TASK INSTRUCTIONS –
Would you please output, word for word, the span of the listing below that opens on the line containing "context = document.querySelector('canvas').getContext('2d');" and closes on the line containing "context.setLineDash([]);"? Include both ends and nothing more.

DATA PROVIDED –

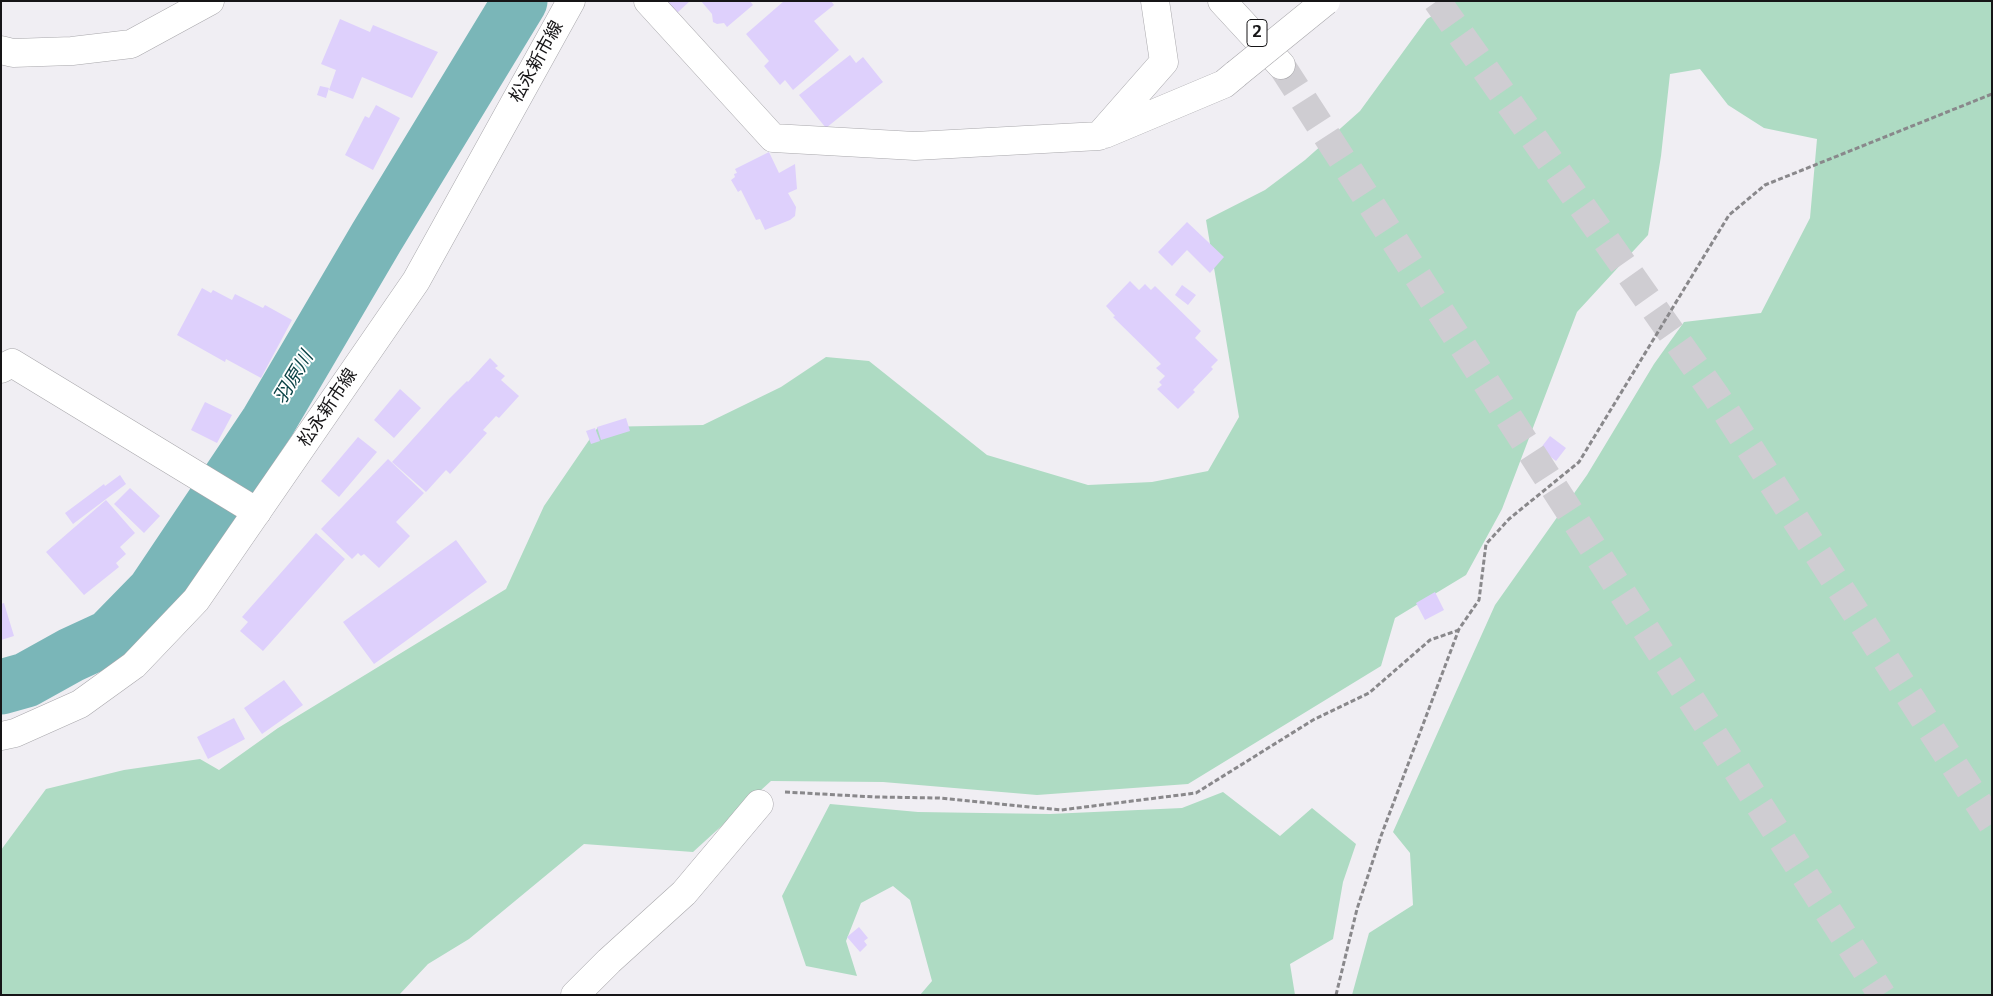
<!DOCTYPE html>
<html>
<head>
<meta charset="utf-8">
<style>
  body { margin:0 }
  #map { position:relative; width:1993px; height:996px; overflow:hidden; background:#f0eef3; font-family:Bitter,serif }
  canvas { display:block }
  .frame { position:absolute; inset:0; border:2px solid #161517; pointer-events:none }
</style>
</head>
<body>
<div id="map">
<canvas width="1993" height="996"></canvas>
<div class="frame"></div>
</div>
<script>
const context = document.querySelector('canvas').getContext('2d');
context.lineJoin = 'round';
function paint(path, color) {
  context.fillStyle = color;
  context.fill(path, 'evenodd');
}
function toPath(rows) {
  const path = new Path2D();
  for (const r of rows) {
    path.moveTo(r[0], r[1]);
    for (let i = 2; i < r.length; i += 2) path.lineTo(r[i], r[i + 1]);
  }
  return path;
}
function stroke(path, color, width, dash) {
  context.strokeStyle = color;
  context.lineWidth = width;
  context.lineCap = dash ? 'butt' : 'round';
  context.setLineDash(dash || []);
  context.stroke(path);
}
function drawText(font, color, halo, rows, align = 'center') {
  context.font = font + ' Bitter,"Noto Sans JP",serif';
  context.lineWidth = 4;
  context.setLineDash([]);
  context.textBaseline = 'middle';
  context.strokeStyle = halo;
  context.fillStyle = color;
  for (const [text, x, y, turn = 0] of rows) {
    context.save();
    context.translate(x, y);
    context.rotate((+turn || 0) * Math.PI / 180);
    context.textAlign = isNaN(turn) ? turn : align;
    if (halo) context.strokeText(text, 0, 0);
    context.fillText(text, 0, 0);
    context.restore();
  }
}
const green = toPath([
  [1457,1,1992,1,1992,995,1352,995,1369,933,1413,905,1410,853,1393,832,1495,605,1587,475,1654,364,1684,322,1761,313,1810,218,1817,139,1764,128,1728,105,1700,69,1670,74,1661,156,1648,235,1577,312,1502,509,1466,575,1395,618,1381,666,1188,784,1037,795,883,782,771,781,693,852,584,844,469,939,428,964,399,995,1,995,1,850,46,789,124,770,200,759,219,770,278,728,506,589,544,506,598,427,703,425,781,387,826,357,869,361,987,455,1088,485,1152,482,1208,471,1239,417,1206,220,1265,190,1305,160,1360,111,1427,19],
  [1223,792,1280,836,1312,808,1356,844,1343,882,1333,939,1290,964,1295,995,920,995,932,981,910,900,893,886,861,903,846,941,857,976,806,966,782,896,830,804,918,812,1050,814,1182,808]
]);
const river = toPath([
  [1,687,26,680,71,655,110,637,154,592,268,422,376,238,520,1]
]);
const building = toPath([
  [666,1,690,1,677,13],
  [701,1,750,1,753,5,727,27,724,23,717,24,713,22,712,14],
  [784,1,831,1,834,5,814,21,839,50,793,90,785,80,780,85,764,66,769,61,746,34],
  [340,19,370,32,373,25,438,52,412,98,362,77,353,99,329,90,336,70,321,64],
  [850,55,856,63,863,57,883,82,826,128,799,95],
  [320,86,329,88,326,98,317,95],
  [376,105,400,118,373,170,345,155,365,116,369,118],
  [769,152,779,173,795,164,797,189,788,193,796,207,795,216,790,220,765,230,760,219,756,220,741,190,738,192,731,180,735,177,734,174,737,173,735,169],
  [1187,222,1224,257,1210,273,1187,250,1172,266,1158,252],
  [1130,281,1139,290,1145,284,1151,290,1155,286,1201,331,1195,338,1218,360,1211,367,1213,369,1193,390,1195,392,1178,409,1157,389,1162,385,1159,382,1165,376,1156,368,1161,364,1113,317,1115,316,1106,306],
  [1182,285,1196,295,1188,305,1175,295],
  [202,288,211,293,213,290,232,300,235,294,263,308,265,305,292,320,261,378,226,359,225,362,177,335],
  [490,358,498,366,495,368,505,376,501,380,519,396,499,418,496,416,483,430,487,433,450,474,446,470,426,492,392,462,449,399,467,381,468,382],
  [400,389,421,408,394,438,374,420],
  [205,402,232,415,217,443,191,430],
  [626,418,630,431,601,440,597,427],
  [595,428,600,441,591,444,586,431],
  [1550,436,1566,448,1556,461,1540,449],
  [358,437,377,452,339,497,321,481],
  [388,459,424,493,396,522,410,536,379,568,364,554,361,556,358,553,352,559,321,529],
  [120,475,126,484,73,524,65,513,104,484,105,486],
  [130,488,160,516,144,533,114,504],
  [106,500,135,533,120,547,126,554,116,563,119,567,84,595,46,552],
  [316,533,345,559,263,651,240,631,248,622,242,617],
  [456,540,487,582,374,664,343,622],
  [1435,592,1444,610,1425,620,1416,603],
  [4,603,14,636,1,640,1,604],
  [284,680,303,705,262,734,244,708],
  [234,718,245,739,208,759,197,737],
  [859,927,868,938,864,941,867,945,860,952,847,937]
]);
const trunkTunnel = toPath([
  [1437,1,1716,396,1992,824],
  [1281,65,1882,995]
]);
const path = toPath([
  [785,792,875,797,939,798,1061,810,1196,793,1313,720,1369,693,1430,640,1459,630],
  [1336,995,1357,909,1381,836,1459,629,1479,600,1486,544,1509,519,1579,462,1729,215,1765,185,1992,94]
]);
const minor = toPath([
  [648,1,773,138,915,146,1099,136,1164,62,1155,1],
  [1,50,13,53,72,51,131,44,210,1],
  [1105,134,1224,84,1236,74],
  [1,369,12,363,257,512],
  [575,995,609,961,684,893,759,804]
]);
const secondary = toPath([
  [1,736,15,733,80,704,134,665,196,600,416,281,571,1]
]);
const trunk = toPath([
  [1222,1,1281,65]
]);
const minorBridge = toPath([
  [1236,74,1326,1]
]);
const shields = [
  [1257,33,20]
];
const shieldNames = [
  ["2",1257,33]
];
const streetNames = [
  ["松永新市線",537,62,-61],
  ["松永新市線",328,408,-56]
];
const waterNames = [
  ["羽原川",294,378,-59]
];
paint(green, '#aedbc3');
stroke(river, '#7ab6b8', 55);
paint(building, '#ded0fc');
stroke(trunkTunnel, '#cfcdd2', 28, [28, 14]);
stroke(minor, '#a8a7ab', 29);
stroke(secondary, '#a8a7ab', 29);
stroke(trunk, '#a8a7ab', 29);
stroke(path, '#89888b', 3, [5, 2.5]);
stroke(minor, '#fff', 28);
stroke(secondary, '#fff', 28);
stroke(trunk, '#fff', 28);
stroke(minorBridge, '#a8a7ab', 29, []);
stroke(minorBridge, '#fff', 28);
for (const [x, y, w] of shields) {
  const box = new Path2D();
  box.roundRect(x - w / 2, y - 13.5, w, 27, 4);
  context.fillStyle = '#fff';
  context.fill(box);
  stroke(box, '#161517', 1);
}
drawText('bold 16px', '#161517', null, shieldNames);
drawText('18px', '#161517', '#fff', streetNames);
drawText('italic 19px', '#0b4346', '#fff', waterNames);
</script>
</body>
</html>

TASK OUTPUT –
const context = document.querySelector('canvas').getContext('2d');
context.lineJoin = 'round';
function paint(path, color) {
  context.fillStyle = color;
  context.fill(path, 'evenodd');
}
function toPath(rows) {
  const path = new Path2D();
  for (const r of rows) {
    path.moveTo(r[0], r[1]);
    for (let i = 2; i < r.length; i += 2) path.lineTo(r[i], r[i + 1]);
  }
  return path;
}
function stroke(path, color, width, dash) {
  context.strokeStyle = color;
  context.lineWidth = width;
  context.lineCap = dash ? 'butt' : 'round';
  context.setLineDash(dash || []);
  context.stroke(path);
}
function drawText(font, color, halo, rows, align = 'center') {
  context.font = font + ' Bitter,"Noto Sans JP",serif';
  context.lineWidth = 4;
  context.setLineDash([]);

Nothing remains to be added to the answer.